[Stored records]
----------

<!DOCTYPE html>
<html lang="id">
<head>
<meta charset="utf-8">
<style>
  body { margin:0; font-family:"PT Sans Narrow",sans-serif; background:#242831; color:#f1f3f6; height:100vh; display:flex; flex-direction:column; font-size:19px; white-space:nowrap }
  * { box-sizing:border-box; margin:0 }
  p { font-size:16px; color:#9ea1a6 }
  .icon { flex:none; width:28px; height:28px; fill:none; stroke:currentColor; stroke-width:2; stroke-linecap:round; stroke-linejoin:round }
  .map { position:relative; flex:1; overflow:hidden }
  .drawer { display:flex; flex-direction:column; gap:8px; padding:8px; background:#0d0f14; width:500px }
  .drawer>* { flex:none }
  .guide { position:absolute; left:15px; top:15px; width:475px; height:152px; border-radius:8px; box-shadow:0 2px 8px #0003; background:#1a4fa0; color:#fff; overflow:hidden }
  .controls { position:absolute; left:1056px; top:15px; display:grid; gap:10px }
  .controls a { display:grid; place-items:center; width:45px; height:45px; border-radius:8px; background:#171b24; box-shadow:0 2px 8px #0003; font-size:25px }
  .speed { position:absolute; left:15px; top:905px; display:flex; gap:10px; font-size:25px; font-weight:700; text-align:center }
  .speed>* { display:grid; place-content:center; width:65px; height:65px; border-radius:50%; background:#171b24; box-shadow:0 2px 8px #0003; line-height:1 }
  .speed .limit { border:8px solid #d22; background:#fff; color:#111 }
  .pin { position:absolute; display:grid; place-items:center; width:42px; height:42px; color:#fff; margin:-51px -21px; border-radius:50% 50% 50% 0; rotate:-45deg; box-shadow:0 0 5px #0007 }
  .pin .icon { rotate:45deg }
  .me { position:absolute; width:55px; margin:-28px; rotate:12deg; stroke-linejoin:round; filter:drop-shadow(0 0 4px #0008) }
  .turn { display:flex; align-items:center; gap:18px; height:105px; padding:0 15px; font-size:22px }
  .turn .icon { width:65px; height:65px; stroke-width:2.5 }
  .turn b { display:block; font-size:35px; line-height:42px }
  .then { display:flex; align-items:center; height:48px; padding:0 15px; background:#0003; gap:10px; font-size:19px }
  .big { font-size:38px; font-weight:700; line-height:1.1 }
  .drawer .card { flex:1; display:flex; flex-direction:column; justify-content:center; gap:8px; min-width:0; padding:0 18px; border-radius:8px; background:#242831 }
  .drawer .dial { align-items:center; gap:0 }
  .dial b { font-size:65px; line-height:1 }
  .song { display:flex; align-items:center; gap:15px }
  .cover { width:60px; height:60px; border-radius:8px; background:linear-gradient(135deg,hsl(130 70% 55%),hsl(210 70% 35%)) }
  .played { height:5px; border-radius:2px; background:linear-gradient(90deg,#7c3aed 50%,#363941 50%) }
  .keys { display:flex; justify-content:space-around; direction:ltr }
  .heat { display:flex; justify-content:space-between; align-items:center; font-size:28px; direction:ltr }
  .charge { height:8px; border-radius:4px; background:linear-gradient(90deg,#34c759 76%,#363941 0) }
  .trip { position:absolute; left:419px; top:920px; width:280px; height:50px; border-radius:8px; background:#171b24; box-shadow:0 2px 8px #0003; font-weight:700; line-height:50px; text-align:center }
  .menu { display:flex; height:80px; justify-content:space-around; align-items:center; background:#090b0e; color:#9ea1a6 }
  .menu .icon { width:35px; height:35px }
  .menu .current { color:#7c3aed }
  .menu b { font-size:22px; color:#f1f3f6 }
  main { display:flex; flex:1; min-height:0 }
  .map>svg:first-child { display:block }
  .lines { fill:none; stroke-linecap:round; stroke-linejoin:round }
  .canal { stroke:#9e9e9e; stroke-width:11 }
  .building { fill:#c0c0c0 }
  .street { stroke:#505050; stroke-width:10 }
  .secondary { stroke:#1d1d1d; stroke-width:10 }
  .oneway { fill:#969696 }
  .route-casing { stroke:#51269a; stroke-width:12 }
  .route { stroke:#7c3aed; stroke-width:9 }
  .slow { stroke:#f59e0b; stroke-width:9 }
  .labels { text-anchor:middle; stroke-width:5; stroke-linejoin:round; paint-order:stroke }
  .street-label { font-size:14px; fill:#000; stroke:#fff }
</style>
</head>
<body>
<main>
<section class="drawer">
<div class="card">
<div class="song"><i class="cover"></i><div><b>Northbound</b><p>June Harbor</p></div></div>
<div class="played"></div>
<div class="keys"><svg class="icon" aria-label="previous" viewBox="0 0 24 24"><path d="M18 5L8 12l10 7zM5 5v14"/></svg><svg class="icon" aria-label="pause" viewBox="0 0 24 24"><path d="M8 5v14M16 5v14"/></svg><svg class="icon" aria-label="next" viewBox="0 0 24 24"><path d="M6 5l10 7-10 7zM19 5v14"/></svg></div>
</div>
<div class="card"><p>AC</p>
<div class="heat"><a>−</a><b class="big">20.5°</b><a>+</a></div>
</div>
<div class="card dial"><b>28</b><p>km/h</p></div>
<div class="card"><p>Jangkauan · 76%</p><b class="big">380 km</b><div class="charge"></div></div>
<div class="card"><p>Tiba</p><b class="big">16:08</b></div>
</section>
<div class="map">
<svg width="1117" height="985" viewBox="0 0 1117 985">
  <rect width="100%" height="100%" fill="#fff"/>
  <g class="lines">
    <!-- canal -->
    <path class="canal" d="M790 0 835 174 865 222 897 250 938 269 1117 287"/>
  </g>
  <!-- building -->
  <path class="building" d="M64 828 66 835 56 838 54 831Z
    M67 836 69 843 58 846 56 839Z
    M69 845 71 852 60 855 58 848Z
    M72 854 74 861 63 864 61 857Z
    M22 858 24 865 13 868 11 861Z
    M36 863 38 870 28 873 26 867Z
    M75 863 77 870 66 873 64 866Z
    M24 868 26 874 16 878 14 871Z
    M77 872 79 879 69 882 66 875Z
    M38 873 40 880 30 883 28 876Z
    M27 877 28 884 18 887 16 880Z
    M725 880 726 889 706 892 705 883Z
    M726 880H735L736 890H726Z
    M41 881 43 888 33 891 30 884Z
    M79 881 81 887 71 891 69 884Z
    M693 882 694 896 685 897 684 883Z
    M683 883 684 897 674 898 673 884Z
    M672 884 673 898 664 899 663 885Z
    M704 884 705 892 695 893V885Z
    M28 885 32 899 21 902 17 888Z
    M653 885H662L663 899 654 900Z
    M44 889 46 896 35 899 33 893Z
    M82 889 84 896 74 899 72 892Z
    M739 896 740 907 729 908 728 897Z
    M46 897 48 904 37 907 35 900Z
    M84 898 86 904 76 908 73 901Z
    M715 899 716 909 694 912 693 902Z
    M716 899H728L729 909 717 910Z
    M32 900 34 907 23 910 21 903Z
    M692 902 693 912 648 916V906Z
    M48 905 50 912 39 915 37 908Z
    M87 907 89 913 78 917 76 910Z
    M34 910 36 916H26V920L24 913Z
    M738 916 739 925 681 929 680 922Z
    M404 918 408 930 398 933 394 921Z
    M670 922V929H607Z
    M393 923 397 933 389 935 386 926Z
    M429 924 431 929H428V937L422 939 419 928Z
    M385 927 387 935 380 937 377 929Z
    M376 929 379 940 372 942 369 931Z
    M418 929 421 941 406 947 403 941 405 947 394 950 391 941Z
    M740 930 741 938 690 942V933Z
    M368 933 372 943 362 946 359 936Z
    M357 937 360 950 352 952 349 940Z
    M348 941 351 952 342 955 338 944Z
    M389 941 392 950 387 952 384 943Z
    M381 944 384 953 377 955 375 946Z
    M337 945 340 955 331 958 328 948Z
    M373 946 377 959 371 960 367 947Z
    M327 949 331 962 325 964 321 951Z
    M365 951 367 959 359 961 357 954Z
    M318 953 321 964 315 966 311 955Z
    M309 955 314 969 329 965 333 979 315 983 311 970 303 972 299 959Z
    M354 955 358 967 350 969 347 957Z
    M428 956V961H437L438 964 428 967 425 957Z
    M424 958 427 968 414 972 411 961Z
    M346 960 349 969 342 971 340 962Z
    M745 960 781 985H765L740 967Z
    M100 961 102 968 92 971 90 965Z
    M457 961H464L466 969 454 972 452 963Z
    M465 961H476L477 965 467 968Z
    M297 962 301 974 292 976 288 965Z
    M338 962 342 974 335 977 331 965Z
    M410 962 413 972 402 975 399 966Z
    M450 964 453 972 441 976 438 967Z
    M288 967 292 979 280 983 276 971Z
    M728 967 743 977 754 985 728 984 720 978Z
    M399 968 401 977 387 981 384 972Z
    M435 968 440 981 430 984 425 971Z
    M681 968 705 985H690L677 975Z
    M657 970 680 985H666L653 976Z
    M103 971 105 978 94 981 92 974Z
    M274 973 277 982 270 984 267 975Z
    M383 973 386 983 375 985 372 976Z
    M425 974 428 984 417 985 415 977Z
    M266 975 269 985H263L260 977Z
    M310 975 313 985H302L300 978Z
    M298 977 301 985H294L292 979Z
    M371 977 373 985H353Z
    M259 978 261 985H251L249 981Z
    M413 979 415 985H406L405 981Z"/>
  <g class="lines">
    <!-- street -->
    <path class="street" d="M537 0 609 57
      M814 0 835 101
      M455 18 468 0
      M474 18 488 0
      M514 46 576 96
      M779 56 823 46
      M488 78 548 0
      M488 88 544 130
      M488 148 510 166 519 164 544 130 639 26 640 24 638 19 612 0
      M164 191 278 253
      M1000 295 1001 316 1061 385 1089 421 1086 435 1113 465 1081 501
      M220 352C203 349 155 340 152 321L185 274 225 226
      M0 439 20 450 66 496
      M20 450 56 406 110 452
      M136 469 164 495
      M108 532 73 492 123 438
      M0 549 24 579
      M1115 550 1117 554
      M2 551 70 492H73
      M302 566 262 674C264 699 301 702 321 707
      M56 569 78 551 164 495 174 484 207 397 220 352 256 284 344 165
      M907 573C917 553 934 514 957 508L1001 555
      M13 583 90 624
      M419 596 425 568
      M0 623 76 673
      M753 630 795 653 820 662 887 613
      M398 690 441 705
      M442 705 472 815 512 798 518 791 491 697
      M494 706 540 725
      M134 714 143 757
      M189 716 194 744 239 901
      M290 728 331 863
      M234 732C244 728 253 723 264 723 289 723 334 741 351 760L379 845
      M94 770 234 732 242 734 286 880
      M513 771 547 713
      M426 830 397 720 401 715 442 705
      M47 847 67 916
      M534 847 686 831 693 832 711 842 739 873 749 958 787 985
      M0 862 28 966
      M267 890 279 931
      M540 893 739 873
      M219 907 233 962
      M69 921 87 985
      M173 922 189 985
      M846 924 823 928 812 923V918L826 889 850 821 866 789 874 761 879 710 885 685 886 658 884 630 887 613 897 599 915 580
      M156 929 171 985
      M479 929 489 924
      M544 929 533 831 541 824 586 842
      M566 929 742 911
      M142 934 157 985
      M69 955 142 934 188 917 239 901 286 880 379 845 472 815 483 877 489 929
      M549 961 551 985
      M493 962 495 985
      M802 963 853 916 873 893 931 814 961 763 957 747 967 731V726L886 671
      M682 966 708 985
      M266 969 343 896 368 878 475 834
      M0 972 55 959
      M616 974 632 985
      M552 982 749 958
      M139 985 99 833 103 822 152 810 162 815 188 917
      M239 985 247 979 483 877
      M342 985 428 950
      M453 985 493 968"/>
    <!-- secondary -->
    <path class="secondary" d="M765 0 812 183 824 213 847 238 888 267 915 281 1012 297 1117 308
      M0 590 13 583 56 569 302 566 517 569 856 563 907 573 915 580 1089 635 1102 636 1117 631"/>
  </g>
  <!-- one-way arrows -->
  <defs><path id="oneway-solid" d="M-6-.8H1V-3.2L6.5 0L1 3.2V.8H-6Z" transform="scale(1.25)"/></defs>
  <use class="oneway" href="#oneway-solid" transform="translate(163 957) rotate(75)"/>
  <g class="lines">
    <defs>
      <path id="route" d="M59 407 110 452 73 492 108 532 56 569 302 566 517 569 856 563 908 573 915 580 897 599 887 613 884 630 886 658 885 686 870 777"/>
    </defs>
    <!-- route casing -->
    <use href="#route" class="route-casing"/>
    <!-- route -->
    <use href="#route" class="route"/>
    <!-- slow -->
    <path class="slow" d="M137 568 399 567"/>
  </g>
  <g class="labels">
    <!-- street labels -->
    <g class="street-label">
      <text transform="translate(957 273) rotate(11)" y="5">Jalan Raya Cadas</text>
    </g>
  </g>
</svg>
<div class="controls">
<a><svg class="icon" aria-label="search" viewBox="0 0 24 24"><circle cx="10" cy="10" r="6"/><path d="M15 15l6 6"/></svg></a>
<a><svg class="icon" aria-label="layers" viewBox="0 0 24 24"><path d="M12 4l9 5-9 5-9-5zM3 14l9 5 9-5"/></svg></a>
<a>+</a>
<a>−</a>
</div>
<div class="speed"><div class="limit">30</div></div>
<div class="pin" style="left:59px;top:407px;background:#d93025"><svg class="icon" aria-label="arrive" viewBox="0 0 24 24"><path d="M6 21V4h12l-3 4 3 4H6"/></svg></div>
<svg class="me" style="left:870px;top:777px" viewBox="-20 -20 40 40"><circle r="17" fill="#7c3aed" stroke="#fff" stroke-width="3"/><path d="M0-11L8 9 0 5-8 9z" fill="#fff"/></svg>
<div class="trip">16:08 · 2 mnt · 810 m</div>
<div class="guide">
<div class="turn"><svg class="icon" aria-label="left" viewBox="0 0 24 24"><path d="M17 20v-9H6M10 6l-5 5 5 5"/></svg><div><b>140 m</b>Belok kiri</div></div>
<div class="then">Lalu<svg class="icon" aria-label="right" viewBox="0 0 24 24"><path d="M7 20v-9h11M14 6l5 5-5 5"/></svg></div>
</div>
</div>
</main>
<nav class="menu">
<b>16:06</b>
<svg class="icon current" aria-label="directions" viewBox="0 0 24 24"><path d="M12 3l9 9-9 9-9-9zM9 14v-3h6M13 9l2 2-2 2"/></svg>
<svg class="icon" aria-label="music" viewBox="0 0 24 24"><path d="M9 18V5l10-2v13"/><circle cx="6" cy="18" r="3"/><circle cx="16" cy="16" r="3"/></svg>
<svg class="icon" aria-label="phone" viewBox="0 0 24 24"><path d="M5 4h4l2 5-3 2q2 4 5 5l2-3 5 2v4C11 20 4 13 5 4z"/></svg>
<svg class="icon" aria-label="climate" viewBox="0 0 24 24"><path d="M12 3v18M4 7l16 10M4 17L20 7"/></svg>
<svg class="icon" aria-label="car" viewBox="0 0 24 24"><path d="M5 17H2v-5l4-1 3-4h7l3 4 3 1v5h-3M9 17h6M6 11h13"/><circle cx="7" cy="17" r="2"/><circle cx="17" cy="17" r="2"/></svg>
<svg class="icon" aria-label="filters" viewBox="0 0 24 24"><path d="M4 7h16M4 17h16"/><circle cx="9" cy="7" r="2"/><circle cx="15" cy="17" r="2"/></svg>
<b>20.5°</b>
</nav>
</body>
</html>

----------

Task brief: When you reach the line holding "background:linear-gradient(90deg,#7c3aed 50%,#363941 50%)" in the records above, begin reproducing exactly, stop after the line holding "display:flex; justify-content:space-between; align-items:center;", and output nothing else.

Written response:
  .played { height:5px; border-radius:2px; background:linear-gradient(90deg,#7c3aed 50%,#363941 50%) }
  .keys { display:flex; justify-content:space-around; direction:ltr }
  .heat { display:flex; justify-content:space-between; align-items:center; font-size:28px; direction:ltr }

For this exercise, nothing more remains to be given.